Enables you to migrate relational databases, nonrelational databases, and other types of data stores.
With AWS DMS, you move data between a source database and a target database that can be of the same type or different types. During the migration, your source database remains operational, reducing downtime for any applications that rely on the database. Uses AWS Schema Conversion tool for heterogeneous database migrations where source database & destination database is different.
- DocumentDB: Document database service that supports MongoDB workloads.
- Neptune: A graph database service.

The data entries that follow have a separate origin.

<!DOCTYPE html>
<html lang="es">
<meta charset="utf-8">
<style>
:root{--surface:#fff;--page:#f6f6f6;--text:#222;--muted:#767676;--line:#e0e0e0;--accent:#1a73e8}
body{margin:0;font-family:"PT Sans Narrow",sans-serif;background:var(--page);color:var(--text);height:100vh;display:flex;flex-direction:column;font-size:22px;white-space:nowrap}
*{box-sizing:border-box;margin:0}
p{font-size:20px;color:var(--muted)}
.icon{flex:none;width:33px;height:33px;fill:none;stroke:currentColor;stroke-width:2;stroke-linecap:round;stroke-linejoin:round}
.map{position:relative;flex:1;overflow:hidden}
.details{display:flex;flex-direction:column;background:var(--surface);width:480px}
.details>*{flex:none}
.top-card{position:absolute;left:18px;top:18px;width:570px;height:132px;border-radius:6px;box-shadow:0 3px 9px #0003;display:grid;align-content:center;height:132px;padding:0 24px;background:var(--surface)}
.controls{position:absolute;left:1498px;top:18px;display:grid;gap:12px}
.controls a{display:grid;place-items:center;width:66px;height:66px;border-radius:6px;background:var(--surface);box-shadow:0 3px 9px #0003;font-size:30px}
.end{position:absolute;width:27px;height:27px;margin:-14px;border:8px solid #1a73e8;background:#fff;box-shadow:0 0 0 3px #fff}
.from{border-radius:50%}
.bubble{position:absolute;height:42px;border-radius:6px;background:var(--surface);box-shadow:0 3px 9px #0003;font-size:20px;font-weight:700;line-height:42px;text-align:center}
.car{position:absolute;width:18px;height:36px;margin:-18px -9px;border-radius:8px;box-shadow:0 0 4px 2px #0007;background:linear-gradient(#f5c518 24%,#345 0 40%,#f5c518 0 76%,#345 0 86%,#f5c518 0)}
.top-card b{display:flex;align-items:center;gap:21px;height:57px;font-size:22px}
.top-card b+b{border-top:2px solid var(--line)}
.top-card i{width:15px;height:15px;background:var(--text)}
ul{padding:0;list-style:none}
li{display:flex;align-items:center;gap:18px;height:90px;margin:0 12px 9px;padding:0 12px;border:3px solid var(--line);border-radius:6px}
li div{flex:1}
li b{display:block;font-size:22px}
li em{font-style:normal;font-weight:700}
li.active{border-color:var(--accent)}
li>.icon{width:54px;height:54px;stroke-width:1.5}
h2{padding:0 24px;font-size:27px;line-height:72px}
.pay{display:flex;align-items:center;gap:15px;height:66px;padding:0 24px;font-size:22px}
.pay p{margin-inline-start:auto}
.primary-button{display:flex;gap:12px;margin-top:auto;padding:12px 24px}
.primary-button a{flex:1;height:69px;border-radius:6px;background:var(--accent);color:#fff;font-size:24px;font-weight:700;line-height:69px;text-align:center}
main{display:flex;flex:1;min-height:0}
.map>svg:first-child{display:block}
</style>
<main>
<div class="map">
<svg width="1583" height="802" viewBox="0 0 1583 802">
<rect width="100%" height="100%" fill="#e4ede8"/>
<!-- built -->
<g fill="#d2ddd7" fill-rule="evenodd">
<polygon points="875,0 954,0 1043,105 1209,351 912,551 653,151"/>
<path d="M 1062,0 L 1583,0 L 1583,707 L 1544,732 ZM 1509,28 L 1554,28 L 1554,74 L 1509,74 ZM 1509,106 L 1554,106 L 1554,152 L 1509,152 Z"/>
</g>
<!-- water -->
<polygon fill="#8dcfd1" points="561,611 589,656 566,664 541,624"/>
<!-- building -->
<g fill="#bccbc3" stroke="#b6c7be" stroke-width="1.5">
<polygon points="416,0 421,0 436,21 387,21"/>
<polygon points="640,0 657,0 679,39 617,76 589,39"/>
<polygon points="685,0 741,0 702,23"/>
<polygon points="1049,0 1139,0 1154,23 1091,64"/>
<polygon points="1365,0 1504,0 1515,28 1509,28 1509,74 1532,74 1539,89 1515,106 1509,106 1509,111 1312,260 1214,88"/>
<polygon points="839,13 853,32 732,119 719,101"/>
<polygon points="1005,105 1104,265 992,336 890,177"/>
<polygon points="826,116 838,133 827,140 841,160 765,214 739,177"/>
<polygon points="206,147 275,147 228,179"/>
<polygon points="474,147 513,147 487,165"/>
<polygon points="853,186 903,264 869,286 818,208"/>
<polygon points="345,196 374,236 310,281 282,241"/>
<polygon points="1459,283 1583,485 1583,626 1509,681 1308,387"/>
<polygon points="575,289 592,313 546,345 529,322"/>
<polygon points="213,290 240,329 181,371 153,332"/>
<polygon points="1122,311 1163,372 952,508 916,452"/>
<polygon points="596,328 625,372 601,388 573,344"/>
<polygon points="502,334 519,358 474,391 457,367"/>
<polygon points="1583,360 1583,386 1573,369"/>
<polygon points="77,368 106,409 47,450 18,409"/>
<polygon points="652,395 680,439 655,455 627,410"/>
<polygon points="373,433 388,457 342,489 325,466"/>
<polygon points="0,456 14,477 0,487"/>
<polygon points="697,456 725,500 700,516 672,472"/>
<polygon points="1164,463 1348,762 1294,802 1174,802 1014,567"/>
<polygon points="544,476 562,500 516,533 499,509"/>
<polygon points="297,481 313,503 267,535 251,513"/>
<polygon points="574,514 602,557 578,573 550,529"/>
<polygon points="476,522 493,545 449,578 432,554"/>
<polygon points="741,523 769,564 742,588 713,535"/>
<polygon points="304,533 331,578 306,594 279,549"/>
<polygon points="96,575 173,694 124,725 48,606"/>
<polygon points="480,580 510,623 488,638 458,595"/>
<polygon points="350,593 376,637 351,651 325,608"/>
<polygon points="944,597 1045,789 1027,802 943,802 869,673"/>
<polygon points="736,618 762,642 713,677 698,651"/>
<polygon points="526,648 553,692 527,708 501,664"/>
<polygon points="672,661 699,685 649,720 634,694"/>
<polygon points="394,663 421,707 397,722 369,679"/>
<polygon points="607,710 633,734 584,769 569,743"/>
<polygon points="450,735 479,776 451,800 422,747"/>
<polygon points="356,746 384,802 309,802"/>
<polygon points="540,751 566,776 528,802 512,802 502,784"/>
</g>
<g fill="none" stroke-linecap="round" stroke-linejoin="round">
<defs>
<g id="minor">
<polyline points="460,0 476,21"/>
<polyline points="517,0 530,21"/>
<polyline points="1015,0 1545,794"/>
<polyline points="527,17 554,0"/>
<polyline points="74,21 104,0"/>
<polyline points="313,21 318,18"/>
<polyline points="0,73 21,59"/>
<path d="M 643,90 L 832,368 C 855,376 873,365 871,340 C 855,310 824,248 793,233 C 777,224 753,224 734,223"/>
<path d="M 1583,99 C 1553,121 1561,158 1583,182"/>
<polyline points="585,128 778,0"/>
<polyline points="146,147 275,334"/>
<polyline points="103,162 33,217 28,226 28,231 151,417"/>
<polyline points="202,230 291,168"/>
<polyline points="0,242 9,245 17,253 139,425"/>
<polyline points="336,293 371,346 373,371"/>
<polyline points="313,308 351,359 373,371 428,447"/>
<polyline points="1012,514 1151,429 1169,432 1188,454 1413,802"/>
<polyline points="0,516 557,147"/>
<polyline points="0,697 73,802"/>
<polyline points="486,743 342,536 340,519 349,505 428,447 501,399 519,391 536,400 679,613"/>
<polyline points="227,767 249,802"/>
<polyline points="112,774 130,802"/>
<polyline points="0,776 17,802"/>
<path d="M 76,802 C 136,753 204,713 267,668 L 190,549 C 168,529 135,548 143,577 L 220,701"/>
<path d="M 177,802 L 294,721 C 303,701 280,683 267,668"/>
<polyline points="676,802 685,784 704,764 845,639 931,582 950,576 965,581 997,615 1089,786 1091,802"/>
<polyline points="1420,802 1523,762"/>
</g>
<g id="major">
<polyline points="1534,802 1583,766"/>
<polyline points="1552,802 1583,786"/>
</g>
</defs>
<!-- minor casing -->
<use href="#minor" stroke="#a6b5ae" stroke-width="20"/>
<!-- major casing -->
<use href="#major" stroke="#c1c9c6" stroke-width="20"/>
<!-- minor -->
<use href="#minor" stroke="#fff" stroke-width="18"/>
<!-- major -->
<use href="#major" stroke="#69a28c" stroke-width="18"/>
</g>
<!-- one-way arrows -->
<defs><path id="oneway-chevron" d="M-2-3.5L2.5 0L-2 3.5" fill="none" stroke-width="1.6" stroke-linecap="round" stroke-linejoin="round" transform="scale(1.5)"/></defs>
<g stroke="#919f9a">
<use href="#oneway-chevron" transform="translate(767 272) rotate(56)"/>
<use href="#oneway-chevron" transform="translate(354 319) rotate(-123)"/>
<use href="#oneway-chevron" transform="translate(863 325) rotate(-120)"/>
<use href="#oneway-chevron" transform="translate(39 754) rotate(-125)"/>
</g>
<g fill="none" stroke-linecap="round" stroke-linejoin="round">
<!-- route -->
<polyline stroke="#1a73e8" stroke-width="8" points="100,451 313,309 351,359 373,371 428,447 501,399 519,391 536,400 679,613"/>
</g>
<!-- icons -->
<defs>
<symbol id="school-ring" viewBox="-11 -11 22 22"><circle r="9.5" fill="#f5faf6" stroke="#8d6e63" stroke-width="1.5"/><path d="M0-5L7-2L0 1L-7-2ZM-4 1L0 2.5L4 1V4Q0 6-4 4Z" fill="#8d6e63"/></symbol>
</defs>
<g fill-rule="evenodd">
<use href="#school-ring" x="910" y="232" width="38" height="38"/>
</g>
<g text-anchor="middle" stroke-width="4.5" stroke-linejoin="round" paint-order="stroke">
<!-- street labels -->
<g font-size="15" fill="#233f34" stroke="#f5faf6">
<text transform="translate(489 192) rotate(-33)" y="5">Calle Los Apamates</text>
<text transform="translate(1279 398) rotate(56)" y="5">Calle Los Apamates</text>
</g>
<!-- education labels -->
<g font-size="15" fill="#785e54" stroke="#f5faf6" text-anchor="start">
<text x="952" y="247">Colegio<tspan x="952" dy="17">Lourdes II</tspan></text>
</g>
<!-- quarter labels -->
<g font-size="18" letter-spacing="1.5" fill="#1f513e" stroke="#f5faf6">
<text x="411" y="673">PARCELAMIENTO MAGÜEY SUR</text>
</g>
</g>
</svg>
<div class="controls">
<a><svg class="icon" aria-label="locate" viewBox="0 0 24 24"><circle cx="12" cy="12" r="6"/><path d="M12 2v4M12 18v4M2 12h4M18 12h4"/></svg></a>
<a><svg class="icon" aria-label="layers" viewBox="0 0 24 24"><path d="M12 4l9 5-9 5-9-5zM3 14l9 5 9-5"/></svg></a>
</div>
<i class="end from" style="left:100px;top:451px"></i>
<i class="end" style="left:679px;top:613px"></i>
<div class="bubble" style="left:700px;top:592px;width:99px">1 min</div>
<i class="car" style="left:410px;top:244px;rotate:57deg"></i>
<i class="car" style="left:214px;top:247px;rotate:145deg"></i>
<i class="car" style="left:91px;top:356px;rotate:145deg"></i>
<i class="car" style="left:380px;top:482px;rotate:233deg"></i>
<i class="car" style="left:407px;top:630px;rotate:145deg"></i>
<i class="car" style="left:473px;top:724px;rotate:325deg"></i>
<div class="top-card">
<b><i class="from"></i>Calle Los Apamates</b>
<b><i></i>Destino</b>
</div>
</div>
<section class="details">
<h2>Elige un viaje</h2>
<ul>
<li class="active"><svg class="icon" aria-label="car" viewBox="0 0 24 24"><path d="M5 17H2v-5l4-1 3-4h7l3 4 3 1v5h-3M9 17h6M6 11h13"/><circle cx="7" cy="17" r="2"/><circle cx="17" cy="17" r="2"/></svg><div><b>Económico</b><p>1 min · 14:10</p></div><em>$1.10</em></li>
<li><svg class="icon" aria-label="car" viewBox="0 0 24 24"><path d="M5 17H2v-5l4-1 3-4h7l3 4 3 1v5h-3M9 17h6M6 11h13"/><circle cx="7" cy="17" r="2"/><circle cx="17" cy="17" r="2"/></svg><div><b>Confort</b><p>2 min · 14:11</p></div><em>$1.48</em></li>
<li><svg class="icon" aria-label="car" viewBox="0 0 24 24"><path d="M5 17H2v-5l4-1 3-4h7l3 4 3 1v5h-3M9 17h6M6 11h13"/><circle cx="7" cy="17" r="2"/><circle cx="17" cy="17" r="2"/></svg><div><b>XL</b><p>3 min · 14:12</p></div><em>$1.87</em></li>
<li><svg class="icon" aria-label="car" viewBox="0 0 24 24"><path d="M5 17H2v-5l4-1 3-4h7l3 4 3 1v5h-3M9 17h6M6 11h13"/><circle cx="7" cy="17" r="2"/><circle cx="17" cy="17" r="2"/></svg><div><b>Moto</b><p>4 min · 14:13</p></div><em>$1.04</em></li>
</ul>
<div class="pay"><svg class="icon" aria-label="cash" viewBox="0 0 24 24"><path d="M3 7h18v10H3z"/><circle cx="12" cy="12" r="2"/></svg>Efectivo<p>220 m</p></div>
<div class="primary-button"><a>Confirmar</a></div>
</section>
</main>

You can use Amazon Neptune to build and run applications that work with highly connected datasets
- Quantum Ledger Database (Amazon QLDB): Ledger database service. You can use it to review a complete history of all the changes that have been made to your application data.
- Managed Blockchain: A service that you can use to create and manage blockchain networks with open-source frameworks. Blockchain is a distributed ledger system that lets multiple parties run transactions and share data without a central authority.
- ElastiCache: A service that adds caching layers on top of your databases to help improve the read times of common requests.
- DynamoDB Accelerator: Is an in-memory cache for DynamoDB. It helps improve response times.
EMR: is a cloud big data platform for processing vast amounts of data using open-source tools.